Table 4: <mark>-related application.lastresult$ properties
markname	The name of the mark last executed by the SSML processor before barge-in occurred or the end of audio playback occurred. If no mark was executed, this variable is undefined.
marktime	The number of milliseconds that elapsed since the last mark was executed by the SSML processor until barge-in occurred or the end of audio playback occurred. If no mark was executed, this variable is undefined.

When a <mark> is executed during the processing of a form item, the interpreter sets shadow variables, the names of which correspond to the properties of the application.lastresult$ object. The value of each shadow variable must be identical to the value of the corresponding application.lastresult$ property.

The following example establishes marks at the beginning and at the end of an advertisement. In the <filled>, the code checks which mark, if any, was last executed when bargein occurred. If the "ad_start" mark is executed but "ad_end" is not, the code checks that at least 5 seconds of the advertisement has been played and sets the played_ad variable appropriately.

<?xml version="1.0" encoding="UTF-8"?>
<vxml xmlns="http://www.w3.org/2001/vxml" 
  version="2.1">

  <var name="played_ad" expr="false"/>

  <form>   
    <field name="team">
      <prompt>
        <mark name="ad_start"/>
        Baseball scores brought to you by Elephant Peanuts.
        There's nothing like the taste of fresh roasted peanuts.
        Elephant Peanuts. Ask for them by name.
        <mark name="ad_end"/>
        <break time="500ms"/>
        Say the name of a team.
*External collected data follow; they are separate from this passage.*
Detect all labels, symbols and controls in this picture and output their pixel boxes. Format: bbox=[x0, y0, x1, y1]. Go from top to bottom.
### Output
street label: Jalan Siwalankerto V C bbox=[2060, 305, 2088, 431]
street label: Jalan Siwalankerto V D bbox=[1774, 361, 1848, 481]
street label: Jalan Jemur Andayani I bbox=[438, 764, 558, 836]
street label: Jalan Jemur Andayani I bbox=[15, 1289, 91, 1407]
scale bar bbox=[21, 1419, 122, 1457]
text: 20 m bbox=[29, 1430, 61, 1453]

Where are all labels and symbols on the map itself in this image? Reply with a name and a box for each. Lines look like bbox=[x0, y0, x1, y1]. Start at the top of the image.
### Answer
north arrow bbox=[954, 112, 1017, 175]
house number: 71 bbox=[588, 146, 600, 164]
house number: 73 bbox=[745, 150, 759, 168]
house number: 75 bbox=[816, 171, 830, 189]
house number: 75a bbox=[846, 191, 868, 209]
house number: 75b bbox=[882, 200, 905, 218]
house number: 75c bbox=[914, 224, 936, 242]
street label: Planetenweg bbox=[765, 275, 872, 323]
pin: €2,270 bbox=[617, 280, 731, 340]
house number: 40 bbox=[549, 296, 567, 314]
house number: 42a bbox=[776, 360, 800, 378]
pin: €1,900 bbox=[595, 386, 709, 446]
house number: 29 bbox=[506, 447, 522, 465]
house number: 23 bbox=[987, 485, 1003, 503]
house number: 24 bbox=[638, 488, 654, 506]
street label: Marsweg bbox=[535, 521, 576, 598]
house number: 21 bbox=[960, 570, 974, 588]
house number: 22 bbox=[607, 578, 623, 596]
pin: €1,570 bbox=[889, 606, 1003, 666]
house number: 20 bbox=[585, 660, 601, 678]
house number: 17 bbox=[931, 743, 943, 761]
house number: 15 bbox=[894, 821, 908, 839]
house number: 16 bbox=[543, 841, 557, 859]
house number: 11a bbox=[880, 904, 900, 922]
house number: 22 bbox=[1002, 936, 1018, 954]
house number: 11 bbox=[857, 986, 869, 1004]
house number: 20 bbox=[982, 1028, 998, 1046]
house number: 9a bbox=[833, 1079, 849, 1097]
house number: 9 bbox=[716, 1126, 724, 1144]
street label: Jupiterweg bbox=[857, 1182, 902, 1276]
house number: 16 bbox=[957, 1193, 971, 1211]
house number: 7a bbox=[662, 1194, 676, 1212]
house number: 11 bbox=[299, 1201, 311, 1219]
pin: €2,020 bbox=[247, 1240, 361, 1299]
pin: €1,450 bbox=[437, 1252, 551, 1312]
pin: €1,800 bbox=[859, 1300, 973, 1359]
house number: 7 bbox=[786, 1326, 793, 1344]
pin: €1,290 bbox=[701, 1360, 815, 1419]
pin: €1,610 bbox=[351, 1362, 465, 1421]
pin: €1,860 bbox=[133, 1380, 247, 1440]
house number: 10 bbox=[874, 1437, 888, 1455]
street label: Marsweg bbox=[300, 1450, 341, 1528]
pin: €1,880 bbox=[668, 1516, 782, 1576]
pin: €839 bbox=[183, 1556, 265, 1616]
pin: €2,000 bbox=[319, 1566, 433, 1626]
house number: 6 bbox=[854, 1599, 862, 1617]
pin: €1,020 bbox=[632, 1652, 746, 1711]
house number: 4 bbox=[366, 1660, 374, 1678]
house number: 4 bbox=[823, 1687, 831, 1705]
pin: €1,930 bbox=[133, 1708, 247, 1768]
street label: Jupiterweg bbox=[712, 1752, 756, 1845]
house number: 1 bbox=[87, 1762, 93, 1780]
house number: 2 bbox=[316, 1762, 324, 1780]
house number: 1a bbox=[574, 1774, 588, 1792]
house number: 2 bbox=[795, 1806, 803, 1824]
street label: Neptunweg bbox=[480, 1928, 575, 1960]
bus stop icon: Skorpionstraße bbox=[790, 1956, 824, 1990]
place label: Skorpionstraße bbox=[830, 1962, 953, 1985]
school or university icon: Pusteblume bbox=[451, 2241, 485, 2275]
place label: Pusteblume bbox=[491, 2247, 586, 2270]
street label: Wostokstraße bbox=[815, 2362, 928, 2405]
For example, say Boston Red Sox.
      </prompt>
  
      <grammar type="application/srgs+xml" src="teams.grxml"/>
  
      <filled>
        <if cond="typeof(team$.markname) == 'string' &amp;&amp; 
           (team$.markname=='ad_end' || 
           (team$.markname=='ad_start' &amp;&amp; 
              team$.marktime &gt;= 5000))">
          <assign name="played_ad" expr="true"/>
        <else/>
          <assign name="played_ad" expr="false"/>
        </if>
      </filled>
  
    </field>
  </form>   

</vxml>

5 Using <data> to Fetch XML Without Requiring a Dialog Transition

The <data> element allows a VoiceXML application to fetch arbitrary XML data from a document server without transitioning to a new VoiceXML document. The XML data fetched by the <data> element is bound to ECMAScript through the named variable that exposes a read-only subset of the W3C Document Object Model (DOM).

Attributes of <data> are:

Table 5: <data> Attributes
src	The URI specifying the location of the XML data to retrieve.
name	The name of the variable that exposes the DOM.
expr	Like src, except that the URI is dynamically determined by evaluating the given ECMAScript expression when the data needs to be fetched.
method	The request method: get (the default) or post.
namelist	The list of variables to submit. By default, no variables are submitted. If a namelist is supplied, it may contain individual variable references which are submitted with the same qualification used in the namelist. Declared VoiceXML and ECMAScript variables can be referenced.
enctype	The media encoding type of the submitted document. The default is application/x-www-form-urlencoded. Interpreters must also support multipart/form-data and may support additional encoding types.
fetchaudio	See Section 6.1 of [VXML2].
fetchhint	See Section 6.1 of [VXML2].
fetchtimeout	See Section 6.1 of [VXML2].
maxage	See Section 6.1 of [VXML2].
maxstale	See Section 6.1 of [VXML2].

Exactly one of "src" or "expr" must be specified; otherwise, an error.badfetch event is thrown.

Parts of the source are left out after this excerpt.